Nah, the sky's not falling. Again, I don't see Dell dumping Windows anytime soon. But you have to admit that the notion of Chrome OS on laptops is intriguing, especially as momentum builds around the cloud and the traditional OS becomes less and less important. By the way, Mr. Anderson, a former colleague of mine used to have a lava lamp in his office. I loved that thing. Made total sense to me...

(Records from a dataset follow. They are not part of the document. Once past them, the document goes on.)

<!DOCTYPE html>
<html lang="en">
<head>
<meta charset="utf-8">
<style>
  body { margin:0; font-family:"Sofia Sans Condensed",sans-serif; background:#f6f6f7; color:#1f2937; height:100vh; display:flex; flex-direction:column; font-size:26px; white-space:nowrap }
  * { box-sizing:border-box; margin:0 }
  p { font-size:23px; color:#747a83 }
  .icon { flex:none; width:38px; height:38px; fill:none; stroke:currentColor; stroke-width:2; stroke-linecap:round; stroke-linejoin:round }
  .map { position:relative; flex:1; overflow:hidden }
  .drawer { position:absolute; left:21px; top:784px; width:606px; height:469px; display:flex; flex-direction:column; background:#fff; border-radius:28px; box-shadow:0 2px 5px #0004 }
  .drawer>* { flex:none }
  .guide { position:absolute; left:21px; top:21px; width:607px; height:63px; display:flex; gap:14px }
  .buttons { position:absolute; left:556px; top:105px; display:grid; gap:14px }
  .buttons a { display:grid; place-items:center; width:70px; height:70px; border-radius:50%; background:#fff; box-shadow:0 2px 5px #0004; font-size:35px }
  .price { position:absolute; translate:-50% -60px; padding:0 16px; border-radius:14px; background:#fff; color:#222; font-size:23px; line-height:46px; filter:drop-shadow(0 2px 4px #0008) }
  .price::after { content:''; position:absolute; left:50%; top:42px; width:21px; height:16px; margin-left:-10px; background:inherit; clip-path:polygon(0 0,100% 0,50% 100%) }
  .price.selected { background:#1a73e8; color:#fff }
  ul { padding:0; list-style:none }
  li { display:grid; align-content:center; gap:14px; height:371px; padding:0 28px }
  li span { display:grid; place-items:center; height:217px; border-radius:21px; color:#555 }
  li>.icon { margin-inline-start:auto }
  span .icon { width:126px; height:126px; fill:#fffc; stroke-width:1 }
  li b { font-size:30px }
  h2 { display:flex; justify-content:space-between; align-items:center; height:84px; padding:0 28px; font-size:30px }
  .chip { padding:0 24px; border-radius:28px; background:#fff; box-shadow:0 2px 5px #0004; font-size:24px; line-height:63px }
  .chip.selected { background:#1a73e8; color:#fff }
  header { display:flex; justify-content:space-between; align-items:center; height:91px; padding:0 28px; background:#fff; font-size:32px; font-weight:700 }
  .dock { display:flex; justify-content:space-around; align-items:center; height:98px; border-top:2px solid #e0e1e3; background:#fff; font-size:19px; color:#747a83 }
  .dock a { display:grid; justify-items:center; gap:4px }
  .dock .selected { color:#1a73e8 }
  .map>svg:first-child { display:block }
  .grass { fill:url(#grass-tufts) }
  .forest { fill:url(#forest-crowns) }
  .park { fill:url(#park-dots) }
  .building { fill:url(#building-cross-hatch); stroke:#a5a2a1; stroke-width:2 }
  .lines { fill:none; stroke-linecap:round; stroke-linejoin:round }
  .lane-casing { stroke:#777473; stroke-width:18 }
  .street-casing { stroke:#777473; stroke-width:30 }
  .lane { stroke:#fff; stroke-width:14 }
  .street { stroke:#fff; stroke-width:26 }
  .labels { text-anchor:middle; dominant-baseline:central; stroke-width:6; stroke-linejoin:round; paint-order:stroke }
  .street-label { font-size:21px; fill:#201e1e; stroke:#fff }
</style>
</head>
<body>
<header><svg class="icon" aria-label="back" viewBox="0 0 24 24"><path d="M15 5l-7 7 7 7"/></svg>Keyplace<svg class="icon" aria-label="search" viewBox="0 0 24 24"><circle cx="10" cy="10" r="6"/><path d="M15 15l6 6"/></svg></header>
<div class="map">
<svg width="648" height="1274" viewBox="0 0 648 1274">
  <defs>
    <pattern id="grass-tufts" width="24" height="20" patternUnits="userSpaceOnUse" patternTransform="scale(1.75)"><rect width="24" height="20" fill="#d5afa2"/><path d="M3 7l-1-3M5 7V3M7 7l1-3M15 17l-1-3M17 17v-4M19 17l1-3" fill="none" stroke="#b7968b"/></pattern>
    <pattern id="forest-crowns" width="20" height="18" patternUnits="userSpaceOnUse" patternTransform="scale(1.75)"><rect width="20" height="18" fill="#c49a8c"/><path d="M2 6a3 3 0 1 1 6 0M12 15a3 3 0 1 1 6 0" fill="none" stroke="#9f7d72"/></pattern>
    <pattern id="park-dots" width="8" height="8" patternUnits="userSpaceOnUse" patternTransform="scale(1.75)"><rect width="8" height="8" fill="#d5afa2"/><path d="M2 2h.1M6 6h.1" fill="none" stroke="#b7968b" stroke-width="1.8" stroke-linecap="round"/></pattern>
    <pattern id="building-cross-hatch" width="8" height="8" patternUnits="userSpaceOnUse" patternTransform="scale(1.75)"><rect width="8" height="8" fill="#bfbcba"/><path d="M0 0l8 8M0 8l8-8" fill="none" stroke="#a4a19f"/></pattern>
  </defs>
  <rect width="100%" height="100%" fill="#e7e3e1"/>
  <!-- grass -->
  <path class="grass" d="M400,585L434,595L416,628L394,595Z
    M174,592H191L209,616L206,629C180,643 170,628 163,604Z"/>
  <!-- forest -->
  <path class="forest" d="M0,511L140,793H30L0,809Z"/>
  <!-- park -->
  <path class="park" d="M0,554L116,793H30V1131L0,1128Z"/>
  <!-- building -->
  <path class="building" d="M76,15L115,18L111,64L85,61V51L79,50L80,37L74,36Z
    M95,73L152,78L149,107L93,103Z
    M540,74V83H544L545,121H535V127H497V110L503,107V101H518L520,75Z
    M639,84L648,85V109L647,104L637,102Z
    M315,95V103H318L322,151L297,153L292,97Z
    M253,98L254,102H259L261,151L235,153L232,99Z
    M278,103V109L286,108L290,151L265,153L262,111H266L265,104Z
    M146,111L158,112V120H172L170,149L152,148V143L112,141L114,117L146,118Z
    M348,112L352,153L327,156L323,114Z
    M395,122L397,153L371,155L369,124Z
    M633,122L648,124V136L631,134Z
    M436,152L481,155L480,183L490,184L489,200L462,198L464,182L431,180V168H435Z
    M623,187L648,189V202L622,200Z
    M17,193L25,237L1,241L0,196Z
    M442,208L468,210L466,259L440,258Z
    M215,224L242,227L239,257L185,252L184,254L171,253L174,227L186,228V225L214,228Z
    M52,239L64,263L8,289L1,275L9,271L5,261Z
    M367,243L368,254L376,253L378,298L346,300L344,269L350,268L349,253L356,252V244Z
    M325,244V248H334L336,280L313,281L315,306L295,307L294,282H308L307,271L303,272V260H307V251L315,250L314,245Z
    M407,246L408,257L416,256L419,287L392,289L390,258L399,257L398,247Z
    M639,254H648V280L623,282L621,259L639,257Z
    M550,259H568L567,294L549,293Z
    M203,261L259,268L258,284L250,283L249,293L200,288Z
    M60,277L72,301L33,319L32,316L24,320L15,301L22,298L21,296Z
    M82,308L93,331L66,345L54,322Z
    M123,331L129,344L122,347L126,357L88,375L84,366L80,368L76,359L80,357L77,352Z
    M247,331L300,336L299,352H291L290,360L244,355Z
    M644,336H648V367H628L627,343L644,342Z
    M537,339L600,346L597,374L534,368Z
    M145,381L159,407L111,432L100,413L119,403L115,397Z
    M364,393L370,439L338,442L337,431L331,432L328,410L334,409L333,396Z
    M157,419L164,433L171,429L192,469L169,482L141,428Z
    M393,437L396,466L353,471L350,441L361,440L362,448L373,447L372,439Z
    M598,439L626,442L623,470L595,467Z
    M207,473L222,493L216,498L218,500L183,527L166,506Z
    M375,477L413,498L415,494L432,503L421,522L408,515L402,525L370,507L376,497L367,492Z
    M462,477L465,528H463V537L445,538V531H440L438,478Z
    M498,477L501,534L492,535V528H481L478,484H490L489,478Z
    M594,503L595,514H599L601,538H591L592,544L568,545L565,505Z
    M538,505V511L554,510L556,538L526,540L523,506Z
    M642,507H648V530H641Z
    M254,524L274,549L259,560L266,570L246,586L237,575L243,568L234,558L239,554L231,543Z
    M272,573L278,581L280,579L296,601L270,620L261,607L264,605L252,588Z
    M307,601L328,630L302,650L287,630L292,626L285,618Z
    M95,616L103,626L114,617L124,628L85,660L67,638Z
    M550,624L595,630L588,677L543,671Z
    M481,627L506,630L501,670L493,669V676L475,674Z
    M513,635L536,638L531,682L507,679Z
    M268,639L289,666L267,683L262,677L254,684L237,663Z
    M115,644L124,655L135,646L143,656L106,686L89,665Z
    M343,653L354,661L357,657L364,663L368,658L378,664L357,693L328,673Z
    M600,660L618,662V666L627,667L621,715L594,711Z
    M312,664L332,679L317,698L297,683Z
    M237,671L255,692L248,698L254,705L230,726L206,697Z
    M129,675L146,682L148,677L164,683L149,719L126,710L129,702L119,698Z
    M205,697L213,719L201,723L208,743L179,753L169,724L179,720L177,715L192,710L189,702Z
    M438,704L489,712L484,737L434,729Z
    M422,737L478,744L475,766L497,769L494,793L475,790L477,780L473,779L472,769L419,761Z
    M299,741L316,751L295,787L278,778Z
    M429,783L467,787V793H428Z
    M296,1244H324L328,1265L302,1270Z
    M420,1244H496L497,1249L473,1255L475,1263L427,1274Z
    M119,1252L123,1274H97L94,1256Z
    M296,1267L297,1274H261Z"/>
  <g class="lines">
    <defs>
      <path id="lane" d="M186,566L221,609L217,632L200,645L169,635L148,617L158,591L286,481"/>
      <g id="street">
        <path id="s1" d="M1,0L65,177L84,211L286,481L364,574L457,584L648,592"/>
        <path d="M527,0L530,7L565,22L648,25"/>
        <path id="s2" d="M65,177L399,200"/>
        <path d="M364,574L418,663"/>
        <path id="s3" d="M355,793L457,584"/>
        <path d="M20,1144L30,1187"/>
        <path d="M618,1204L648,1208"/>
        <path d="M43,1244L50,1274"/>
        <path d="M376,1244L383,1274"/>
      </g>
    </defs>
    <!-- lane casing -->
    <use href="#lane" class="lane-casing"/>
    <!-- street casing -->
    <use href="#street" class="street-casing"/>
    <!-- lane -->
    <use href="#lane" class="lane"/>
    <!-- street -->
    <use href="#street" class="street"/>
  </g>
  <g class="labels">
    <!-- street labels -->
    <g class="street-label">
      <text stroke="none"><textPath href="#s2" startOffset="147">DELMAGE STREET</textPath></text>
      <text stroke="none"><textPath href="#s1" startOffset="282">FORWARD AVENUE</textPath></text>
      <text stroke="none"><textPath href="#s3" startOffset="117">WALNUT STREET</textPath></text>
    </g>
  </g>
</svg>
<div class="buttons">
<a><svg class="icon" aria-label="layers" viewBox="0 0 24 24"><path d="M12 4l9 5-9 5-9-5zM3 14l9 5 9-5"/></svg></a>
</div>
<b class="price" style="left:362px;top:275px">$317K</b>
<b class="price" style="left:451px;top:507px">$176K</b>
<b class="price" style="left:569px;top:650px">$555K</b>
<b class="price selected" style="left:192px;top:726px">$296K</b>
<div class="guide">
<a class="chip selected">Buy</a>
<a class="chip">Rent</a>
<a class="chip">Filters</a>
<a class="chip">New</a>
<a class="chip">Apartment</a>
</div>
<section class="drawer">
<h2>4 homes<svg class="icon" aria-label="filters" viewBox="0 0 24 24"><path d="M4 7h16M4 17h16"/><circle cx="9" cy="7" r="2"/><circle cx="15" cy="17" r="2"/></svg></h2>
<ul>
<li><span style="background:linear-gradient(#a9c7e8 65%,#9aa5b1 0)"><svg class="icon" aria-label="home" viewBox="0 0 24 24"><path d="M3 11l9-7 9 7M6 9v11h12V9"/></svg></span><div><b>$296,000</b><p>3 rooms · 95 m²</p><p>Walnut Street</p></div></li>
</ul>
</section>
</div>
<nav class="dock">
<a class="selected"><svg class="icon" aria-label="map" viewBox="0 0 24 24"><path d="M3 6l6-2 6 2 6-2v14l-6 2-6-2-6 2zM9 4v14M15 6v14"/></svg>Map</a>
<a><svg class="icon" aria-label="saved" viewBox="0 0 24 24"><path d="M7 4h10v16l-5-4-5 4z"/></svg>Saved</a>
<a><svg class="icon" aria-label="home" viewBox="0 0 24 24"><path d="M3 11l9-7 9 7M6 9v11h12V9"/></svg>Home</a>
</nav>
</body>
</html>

Mon, Jun 21, 2010 Mr.Anderson San Jose, CA USA

@LeePender: "The sky is falling, the sky falling!" According to the original Reuters report nobody at DELL said anything about "dumping" Windows. Which btw, is a full-blown PC operating system, not a slimmed-down "mobile OS" like the Chrome OS (and, Windows 7 Phone). Also, Google's "free" software comes at a very high price: their intsatiatble appetite to index all data is a growing security threat. I know, it's just a blog, not real journalism, but this piece is about as coherent as a Lava Lamp.

Mon, Jun 21, 2010 Paul

Google’s Chrome OS – Let the excitement begin. I’m using Google Chrome Browser 6.0.437.3 dev and its awesome. I feel Google’s Chrome OS has a lot of promise and can herald something new and great. Google rocks! With such a great OS for free, prices of PC’s should become even more competitive!

Mon, Jun 21, 2010

I use GMail, but hate it, along with everything else Google has brought forth in its attempts to diversify beyond search. They stand less chance of successfully diversifying themselves than Oracle, who despite lots of money wasted, does nothing more than databases worth mentioning. Level of interest in a Google OS? Absolutely zero. Chances I'd ever, in a million years, buy a laptop lacking a Windows OS from any vendor or worse, a laptop running a Google OS? Less than absolutely zero. Google's run at world domination is over - time we all move on...

Mon, Jun 21, 2010

I think that they wouldon ly be looking at ChromeOS as a dual boot option. Boot into Chrome for a quick email, note, music and boot into the full windows OS for apps like Office and such. I would not be suprised if this is in answer to rumors that Apple may do the same thing with iOS on MACs.

Mon, Jun 21, 2010 Mitesh Santa Clara, CA

I like their minimalistic approach, eg Chrome browser, I am just loving it. I would buy a laptop with Chrome OS too, provided it does support MS products, bc I use it a lot!!